D’ailleurs, bien connaître le cinéma ne suffit pas. Ferrario a une grammaire fantastique des images et un vrai art du récit. Il s’arrange parfaitement, avec l’habileté qu’on lui connaît, d'un petit budget et du format numérique, dosant les moments dramatiques, s’occupant des raccords, utilisant brillamment les plans inclinés et la profondeur de champ (avec à sa disposition le décor fabuleux qu’est le Mole d’Antonelli/Musée du Cinéma). Il filme très bien le silence de Martino/Giorgio Pasotti et les yeux vifs d’Amanda/Francesca Inaudi.

Ce qui frappe le plus dans Dopo mezzanotte, c’est la légèreté qui le caractérise, la délicate amabilité qui vient d’une conception positive du cinéma. Il ne s’agit pas d’un propos prétentieux (et banal) sur le cinéma, mais d’un raisonnement très fin sur les rapports entre la fiction et la réalité. À travers les renvois explicites à Jules et Jim et aux films conservés à l’intérieur du musée, le film se fait cinéma à l’état pur, comme si le réalisateur disparaissait derrière lui.
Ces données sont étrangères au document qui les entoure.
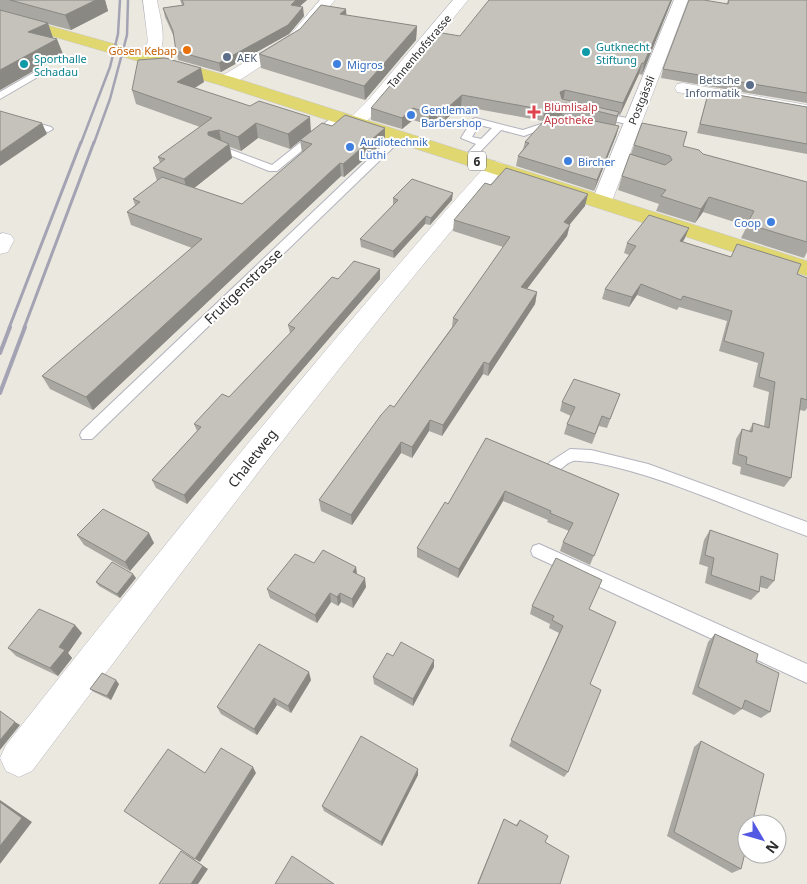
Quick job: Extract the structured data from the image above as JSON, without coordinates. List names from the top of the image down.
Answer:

Et pourtant, chez Ferrario, chaque image porte la signature de l’auteur, la marque distinctive d’un réalisateur dont l’art trouve sa plus belle expression dans le petit film réalisé par son personnage, Martino, avec une caméra du début du siècle.
Martino est en fait un être qui vit l’instant, comme les frères Lumière ; pour lui, "ce ne sont pas les gens qui font les films, ce sont les lieux". Martino filme des "non-lieux" par excellence, comme la gare, le musée, le fast-food, comme le fait Ferrario lui-même, qui filme toute la ville autour du musée, comme pour raconter un Turin invisible, à peine entrevu et pourtant si réel, comme l’un de ses quartiers, le ghetto de la Falchera. Le présent est vu à travers le filtre d’un vision exaltée, à l’ancienne. Mais sous ses airs de légèreté, Dopo mezzanotte est aussi une histoire d’inadéquation sociale : le film s’achève sur une allusion à la politique du pays par le biais de l’apparition discrète d’une grande affiche électorale du premier ministre Berlusconi, et du générique de fin, qui désigne le film comme une oeuvre "non gouvernementale". La série de Fibonacci que Martino montre à la jeune Amanda prouve bien que l’univers est ordonné, et que c’est peut-être en révant sa vie qu’on devient plus libre.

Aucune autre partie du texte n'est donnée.